> REQUIRED WORK
Set each entry down verbatim, omitting images.

> MATERIAL SUPPLIED
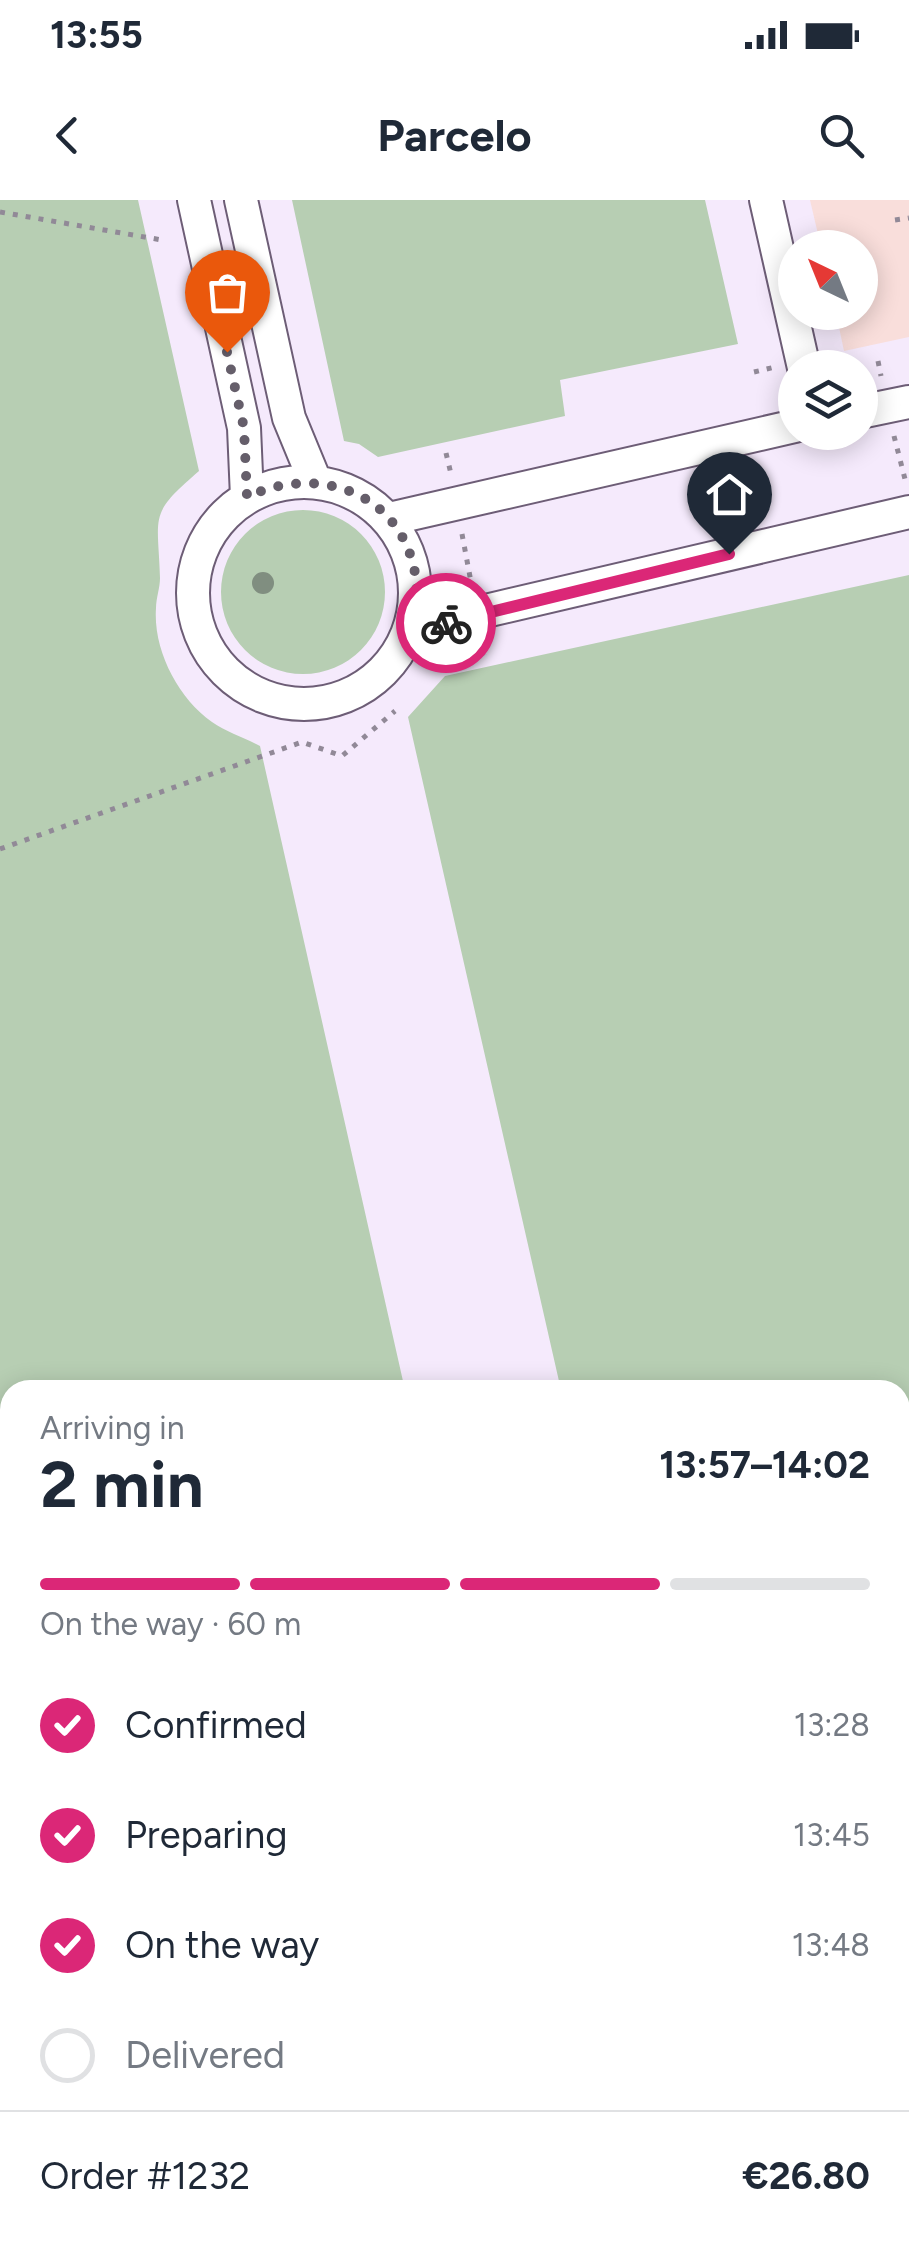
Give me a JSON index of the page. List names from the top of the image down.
{
  "north": "top left",
  "page": {
    "status": "13:55",
    "header": "Parcelo",
    "heading": ["2 min", "Arriving in", "13:57–14:02"],
    "panel": ["Order #1232", "€26.80"],
    "bar": "On the way · 60 m",
    "list": [
      ["Confirmed", "13:28"],
      ["Preparing", "13:45"],
      ["On the way", "13:48"],
      "Delivered"
    ]
  }
}
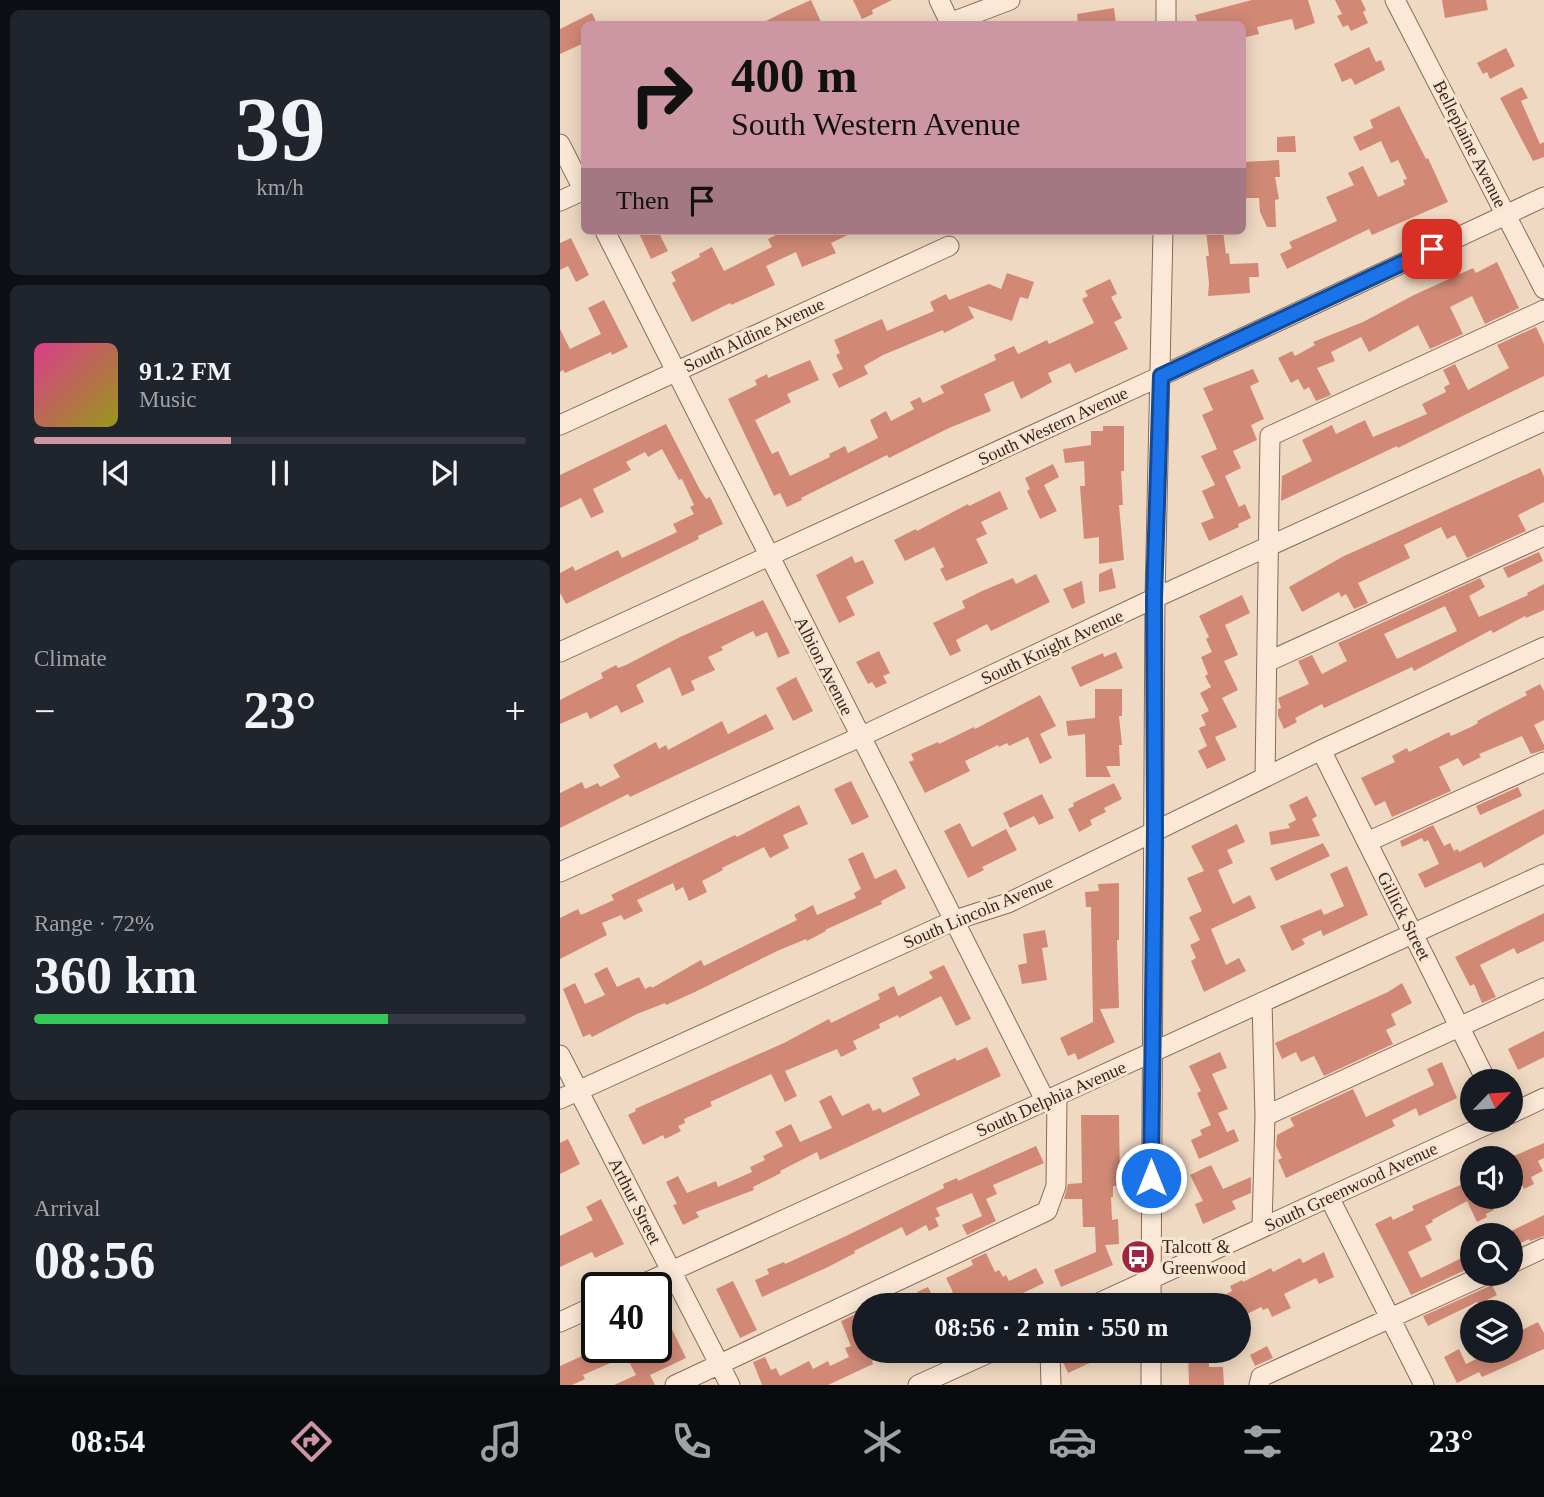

> EXPECTED ANSWER
Give me a JSON index of the page. List names from the top of the image down.
{
  "north": "top left",
  "page": {
    "status": "13:55",
    "header": "Parcelo",
    "heading": ["2 min", "Arriving in", "13:57–14:02"],
    "panel": ["Order #1232", "€26.80"],
    "bar": "On the way · 60 m",
    "list": [
      ["Confirmed", "13:28"],
      ["Preparing", "13:45"],
      ["On the way", "13:48"],
      "Delivered"
    ]
  }
}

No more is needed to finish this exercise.